He campaigned in poetry but governed in prose

Rinkside Reading

What does hockey’s literature say about the sport?

Alarm Bells

Fort McMurray and fires hence

The Weirdness of Everyday Life

An oddly pleasing collection

Christina Turner

Took You So Long

C. I. Matthews

Porcupine’s Quill

184 pages, softcover and ebook

What might guarantee “a gustatory climax without the mess and aggravation of sex”? For the first character we encounter in C. I. Matthews’s short story collection, Took You So Long, it’s mushrooms. Specifically, morels, which Kathryn Maxwell seeks out on her farmland, desiring the “anatomical perfection” of Morchella and flavours that “titillated the taste buds.” She pursues the elusive fungus as a balm against her complicated relationships with other humans, including her ex-husband, Stan, and her neighbour and sometime lover, Norman. But Kathryn never gets her sought-after delicacy. Instead, she falls into a sinkhole from which there appears to be no escape.

Scrambling to find purchase on a knot of slippery ferns, her calls of help unheeded, Kathryn uses her entrapment to reflect on her failed marriage as she slowly loses consciousness. Confined to a small space in circumstances beyond her control, punished for her yearning, and staring down a lonely death — you could say the same about most of the major characters in Matthews’s oddly pleasing debut.

Stories that will titillate the taste buds.

Mircea Costina; Alamy

In “The Collectors,” a journalist is seduced by a pungent cup of tea, only to find herself kidnapped by a pair of serial killers who share a foot fetish. “In Honour of Miriam” features a man named Walt who spends the summer solstice haunted by the ghost of his recently deceased wife, an artist. In “Unfolding Recipes,” a woman successfully escapes a violent childhood home, but her reward is a sterile and lonely adulthood and an aversion to home-cooked food.

Like the sinkhole that derails Kathryn’s mushroom hunt, quotidian desire in many of these stories is actually a trap in disguise. But whereas in “The Hole,” treachery lies out of doors, elsewhere Matthews trains her eye — and her ire — firmly on the home, which, for her, is neither sanctum nor escape. Rather, it is a repository of violence. Sometimes this violence is cast in the tropes of popular horror, as in “The Collectors,” which pays homage to Silence of the Lambs. At other times, the grotesque morphs into metaphor, as when Walt’s encounter with a jar of rotting chicken gizzards reminds him of his wife’s ingenious method for catching flies — and thus reminds him of his loss. Most often, domestic spaces in Took You So Long are sites of intergenerational trauma and abuse. In “Unfolding Recipes,” the narrator’s childhood is dominated by her parents’ tense and loveless marriage. In “Missing Mike,” a widowed mother accidentally causes a house fire that nearly kills her son and leaves her permanently disabled. Over and over, Matthews gives us characters — mostly women and children — trapped in circumstances they feel powerless to change or escape from.
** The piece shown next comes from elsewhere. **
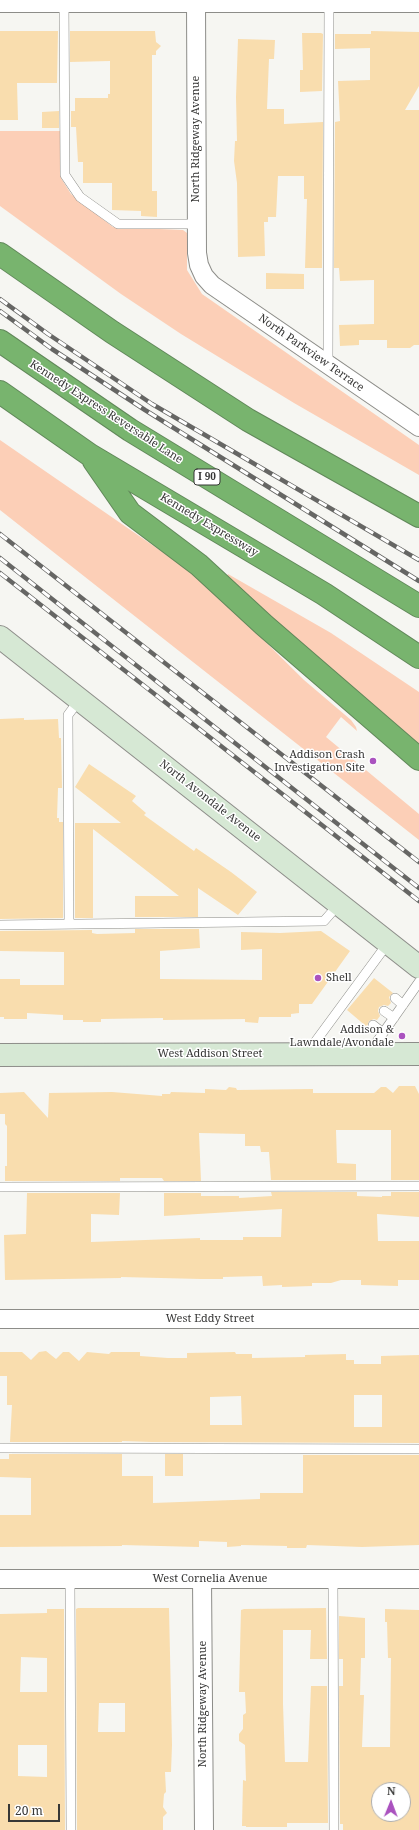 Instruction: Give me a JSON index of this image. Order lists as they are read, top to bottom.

Matthews lives in Ontario’s Bruce County, and the book’s promotional copy locates her characters in “the landscape of the Saugeen watershed south of Owen Sound, in the lee of Lake Huron.” But, save for the morels, neither this landscape’s flora and fauna nor its geographical features loom large in the collection. Instead, these stories are generally set in the kind of small town that recalls the fiction of Alice Munro: with nosy neighbours, unwanted parking lot run-ins, idle gossip. Munro’s stories feature people who also hightail it to the city, who have sex with the wrong people, and who otherwise challenge their community’s conservative mores — or at least dream of doing so. Yet Matthews’s characters do no such thing. Instead, they exert whatever limited agency they recognize within themselves: adopting a pet, taking an alternative route home from school, declining to get out of bed.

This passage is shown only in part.